German director Christian Petzold and actor Nina Hoss were still recovering from jetlag when they arrived at the Elgin Theatre in Toronto. They had flown in from Germany for the second night of the Toronto International Film Festival last fall. Even though they were dazed from the time shift, they were alert. It was the night of the world premiere of their latest collaboration, the postwar drama Phoenix.
Many of the thousand or so ticket buyers sat, hushed and mesmerized by the film, which opens theatrically in select Canadian cities on May 8. However, during the film’s climactic scene, Petzold and Hoss were taken aback by how many in the audience had started laughing.
“I was like, Oh my God. What’s happening?” Hoss tells The CJN the afternoon after Phoenix’s premiere. “I really had to think about [the laughter]. Did we do something wrong?”
The actor’s doubts soon vanished as the crowd gave the film a rapturous applause as the end credits rolled. The disorienting reaction to that big reveal, which this writer would hate to spoil, was appropriate for a film about lies and deception.
Phoenix tells the story of Nelly (played by Hoss), a survivor of Auschwitz. The war is over, but Nelly’s face is badly disfigured. After surgery gives her a new look, Nelly sets out to find her husband, Johnny (Ronald Zehrfeld). Nelly believes that he may have had sold her out to the Nazis. Underneath her new guise, she tries to find out the truth.
To prepare for this character that has just gone through intense trauma, Hoss says she chose not to speak with Holocaust survivors or read testimonies. She was worried that she didn’t want to go through such sensitive material.
Instead, she says she watched documentaries, including Claude Lanzmann’s Shoah, to immerse herself in the despair and darkness of war. One moment in that film, a barber talks with a bit too much volume and glee about how he cut people’s hair before they stepped into the gas chambers. Then, as he is working, his wife walks by.
“His voice is gone,” Hoss says of this unnerving moment. “[As an actor], I can take so much from looking at someone’s eyes, when you see this horror coming back and you’re not able to go over it with a loud voice.”
Reading books and watching documentaries was the key to getting her into the mindset of a woman trying to figure out a new, foreign world around her. Hoss says she did not read the novel Phoenix is loosely based on – Hubert Monteilhet’s Return from the Ashes – until after the film finished production.
Petzold originally read that book in German, after learning about it in the magazine Film Critic, mentioned in an article about the Alfred Hitchcock film Vertigo. At the time, he says he thought it would be impossible to make a film that combined Auschwitz and Hitchcock.

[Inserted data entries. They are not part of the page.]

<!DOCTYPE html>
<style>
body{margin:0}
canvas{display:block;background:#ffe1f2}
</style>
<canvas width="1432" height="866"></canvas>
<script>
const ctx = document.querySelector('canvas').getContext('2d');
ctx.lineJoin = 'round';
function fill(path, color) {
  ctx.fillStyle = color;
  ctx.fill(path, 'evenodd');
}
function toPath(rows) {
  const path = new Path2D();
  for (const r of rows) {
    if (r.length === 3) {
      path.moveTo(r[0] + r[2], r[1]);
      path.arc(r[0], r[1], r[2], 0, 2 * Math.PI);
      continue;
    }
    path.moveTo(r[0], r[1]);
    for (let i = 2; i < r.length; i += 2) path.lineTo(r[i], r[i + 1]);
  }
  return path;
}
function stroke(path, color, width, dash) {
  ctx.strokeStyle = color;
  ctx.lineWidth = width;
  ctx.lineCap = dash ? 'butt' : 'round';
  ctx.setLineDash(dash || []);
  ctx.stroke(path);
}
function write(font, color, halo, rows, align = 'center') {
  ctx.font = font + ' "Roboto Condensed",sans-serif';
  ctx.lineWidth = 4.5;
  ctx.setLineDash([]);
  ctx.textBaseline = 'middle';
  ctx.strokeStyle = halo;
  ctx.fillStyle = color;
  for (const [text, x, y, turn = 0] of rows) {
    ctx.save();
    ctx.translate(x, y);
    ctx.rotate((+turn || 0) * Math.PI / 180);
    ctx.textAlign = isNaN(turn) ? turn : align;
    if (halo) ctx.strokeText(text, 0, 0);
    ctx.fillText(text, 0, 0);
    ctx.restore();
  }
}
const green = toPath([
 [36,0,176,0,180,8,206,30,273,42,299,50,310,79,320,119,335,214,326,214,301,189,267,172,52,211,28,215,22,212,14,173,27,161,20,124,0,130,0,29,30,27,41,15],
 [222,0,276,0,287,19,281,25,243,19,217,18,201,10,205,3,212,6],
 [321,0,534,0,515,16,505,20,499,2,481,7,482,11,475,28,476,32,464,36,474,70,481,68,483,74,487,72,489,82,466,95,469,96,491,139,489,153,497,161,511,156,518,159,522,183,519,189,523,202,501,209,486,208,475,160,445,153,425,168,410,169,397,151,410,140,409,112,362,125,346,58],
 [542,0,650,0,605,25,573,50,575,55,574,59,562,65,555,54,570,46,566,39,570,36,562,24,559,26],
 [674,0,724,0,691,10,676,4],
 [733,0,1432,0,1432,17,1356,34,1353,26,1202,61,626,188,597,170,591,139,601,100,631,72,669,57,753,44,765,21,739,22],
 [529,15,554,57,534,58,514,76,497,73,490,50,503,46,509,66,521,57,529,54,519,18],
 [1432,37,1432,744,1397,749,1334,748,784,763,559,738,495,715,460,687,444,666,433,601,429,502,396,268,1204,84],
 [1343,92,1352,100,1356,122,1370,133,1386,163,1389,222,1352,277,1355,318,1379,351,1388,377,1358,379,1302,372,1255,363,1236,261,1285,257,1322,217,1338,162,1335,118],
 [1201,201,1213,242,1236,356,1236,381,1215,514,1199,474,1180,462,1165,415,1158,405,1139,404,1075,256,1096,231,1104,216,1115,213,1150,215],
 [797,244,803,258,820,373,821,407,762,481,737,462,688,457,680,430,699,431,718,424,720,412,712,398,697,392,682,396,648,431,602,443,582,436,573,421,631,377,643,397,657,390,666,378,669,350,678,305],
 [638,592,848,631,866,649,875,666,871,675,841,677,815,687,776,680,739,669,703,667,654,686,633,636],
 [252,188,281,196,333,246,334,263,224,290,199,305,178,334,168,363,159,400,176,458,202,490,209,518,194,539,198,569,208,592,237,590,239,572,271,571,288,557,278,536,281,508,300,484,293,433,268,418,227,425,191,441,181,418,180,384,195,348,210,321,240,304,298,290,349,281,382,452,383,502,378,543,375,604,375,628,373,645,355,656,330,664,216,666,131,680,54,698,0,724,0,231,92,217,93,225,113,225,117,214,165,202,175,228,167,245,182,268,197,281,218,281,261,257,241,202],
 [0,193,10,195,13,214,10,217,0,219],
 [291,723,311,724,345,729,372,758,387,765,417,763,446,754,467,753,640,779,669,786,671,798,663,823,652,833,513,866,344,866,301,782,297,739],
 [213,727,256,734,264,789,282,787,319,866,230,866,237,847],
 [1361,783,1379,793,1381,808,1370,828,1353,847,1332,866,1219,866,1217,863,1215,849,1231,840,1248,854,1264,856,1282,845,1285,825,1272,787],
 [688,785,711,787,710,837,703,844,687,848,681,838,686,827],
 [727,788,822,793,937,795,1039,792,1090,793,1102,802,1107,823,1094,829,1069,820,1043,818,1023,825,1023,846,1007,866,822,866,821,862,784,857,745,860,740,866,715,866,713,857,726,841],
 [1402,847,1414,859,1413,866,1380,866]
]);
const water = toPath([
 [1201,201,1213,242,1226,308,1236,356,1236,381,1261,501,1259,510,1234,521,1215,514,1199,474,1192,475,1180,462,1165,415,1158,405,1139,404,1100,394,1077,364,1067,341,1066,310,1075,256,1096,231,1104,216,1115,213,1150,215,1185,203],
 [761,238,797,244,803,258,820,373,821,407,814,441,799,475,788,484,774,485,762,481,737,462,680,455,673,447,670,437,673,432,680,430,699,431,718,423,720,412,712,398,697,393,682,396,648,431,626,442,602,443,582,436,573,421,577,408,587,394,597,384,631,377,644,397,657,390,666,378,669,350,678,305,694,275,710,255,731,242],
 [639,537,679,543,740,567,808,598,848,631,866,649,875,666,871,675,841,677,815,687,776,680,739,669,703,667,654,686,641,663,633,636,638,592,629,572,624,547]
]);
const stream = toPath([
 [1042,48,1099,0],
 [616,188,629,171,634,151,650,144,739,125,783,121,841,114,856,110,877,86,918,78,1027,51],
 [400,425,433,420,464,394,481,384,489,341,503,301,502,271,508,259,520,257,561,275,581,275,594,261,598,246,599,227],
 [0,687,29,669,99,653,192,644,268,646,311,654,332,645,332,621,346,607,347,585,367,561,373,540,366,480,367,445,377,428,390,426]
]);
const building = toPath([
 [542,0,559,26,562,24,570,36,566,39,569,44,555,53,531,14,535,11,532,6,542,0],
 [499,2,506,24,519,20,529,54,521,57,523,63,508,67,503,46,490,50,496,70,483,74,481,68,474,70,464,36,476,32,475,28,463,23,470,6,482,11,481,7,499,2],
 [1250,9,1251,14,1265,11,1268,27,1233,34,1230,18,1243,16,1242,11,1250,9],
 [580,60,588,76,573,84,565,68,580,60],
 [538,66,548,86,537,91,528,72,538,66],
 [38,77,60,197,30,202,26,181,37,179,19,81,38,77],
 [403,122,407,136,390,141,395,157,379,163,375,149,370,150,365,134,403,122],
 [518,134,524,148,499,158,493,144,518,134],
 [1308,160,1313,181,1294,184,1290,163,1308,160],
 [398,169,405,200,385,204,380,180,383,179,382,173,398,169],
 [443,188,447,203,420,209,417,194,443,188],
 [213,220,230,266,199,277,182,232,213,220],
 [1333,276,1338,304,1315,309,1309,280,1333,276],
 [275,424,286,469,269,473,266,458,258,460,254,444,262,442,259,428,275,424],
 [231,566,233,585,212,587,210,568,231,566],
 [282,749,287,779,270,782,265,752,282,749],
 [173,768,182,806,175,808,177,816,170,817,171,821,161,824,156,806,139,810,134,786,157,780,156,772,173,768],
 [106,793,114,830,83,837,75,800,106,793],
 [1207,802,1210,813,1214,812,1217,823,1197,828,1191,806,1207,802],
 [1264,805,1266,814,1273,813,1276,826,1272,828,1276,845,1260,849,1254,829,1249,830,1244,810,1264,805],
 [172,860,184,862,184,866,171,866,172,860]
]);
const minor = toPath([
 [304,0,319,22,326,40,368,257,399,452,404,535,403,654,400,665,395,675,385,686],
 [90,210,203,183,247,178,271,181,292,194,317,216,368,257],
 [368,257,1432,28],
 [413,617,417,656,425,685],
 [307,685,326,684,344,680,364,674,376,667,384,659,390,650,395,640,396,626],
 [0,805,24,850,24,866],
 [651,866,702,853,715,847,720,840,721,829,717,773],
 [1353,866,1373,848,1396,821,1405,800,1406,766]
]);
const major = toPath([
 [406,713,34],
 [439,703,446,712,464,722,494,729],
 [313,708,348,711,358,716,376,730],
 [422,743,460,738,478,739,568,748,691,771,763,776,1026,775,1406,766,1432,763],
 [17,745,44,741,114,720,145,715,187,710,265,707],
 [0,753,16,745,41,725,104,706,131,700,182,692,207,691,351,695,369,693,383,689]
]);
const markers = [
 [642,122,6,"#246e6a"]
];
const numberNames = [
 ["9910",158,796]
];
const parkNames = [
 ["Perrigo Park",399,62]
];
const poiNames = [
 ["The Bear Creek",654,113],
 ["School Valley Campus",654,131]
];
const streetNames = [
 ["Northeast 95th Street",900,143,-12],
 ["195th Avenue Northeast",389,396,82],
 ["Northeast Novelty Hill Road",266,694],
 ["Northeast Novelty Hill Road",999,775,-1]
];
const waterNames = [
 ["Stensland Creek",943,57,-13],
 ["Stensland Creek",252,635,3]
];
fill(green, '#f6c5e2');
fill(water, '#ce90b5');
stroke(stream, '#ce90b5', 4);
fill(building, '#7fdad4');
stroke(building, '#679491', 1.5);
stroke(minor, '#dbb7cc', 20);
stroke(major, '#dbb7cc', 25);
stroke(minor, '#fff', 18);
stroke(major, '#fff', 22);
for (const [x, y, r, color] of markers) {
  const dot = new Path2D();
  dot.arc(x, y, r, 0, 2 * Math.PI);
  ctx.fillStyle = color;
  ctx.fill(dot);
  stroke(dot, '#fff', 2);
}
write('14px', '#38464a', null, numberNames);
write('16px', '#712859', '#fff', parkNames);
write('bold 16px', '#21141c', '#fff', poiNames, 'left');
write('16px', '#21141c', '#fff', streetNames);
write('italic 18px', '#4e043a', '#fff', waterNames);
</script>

Just a few years ago, though, Petzold was reminded of this novel when he attended a screening at the Berlin International Film Festival, of documentary footage Hitchcock shot from Auschwitz. That film was infamously never released, as the director was so devastated by the material. (A new restored print with that footage is slowly finding an audience at film centres around the world.)
Petzold told The CJN that making such a film was necessary for him to deal with the “big historical cut” before and after the war. Due to the rise of Nazism, much of German culture, including art, music, film and fashion was lost, resulting in a hole between the generations.
“You make a period picture to research around this cut,” he says. “For someone in the cinema business in Germany, they ask, ‘Where are the comedies? Why don’t we have musicals or genres like film noir?’ It’s because we destroyed it.”
Accordingly, music is a very evocative aspect of Phoenix. In one scene, Nelly sings a song that connects her to her old life. Meanwhile, the nightclub in the film, which shares its name with the film ‘s title, shows a new German culture coming alive.
As part of the rehearsal process, Petzold took his cast and crew to the cinema where they could watch films featuring aspects of life that were absent from German culture.
One of those screenings was of The Young Girls of Rochefort, a French musical starring Gene Kelly and Catherine Deneuve. The film’s director, Jacques Demy, was Jewish and lost his parents during the war.
“[Demy] is living in a society where you can make musicals,” Petzold says. “We [Germans] cannot do that. This gap is our subject… our desire to dance.”
Alas, the desire to laugh as relief from a tense postwar story probably helps to close that gap too.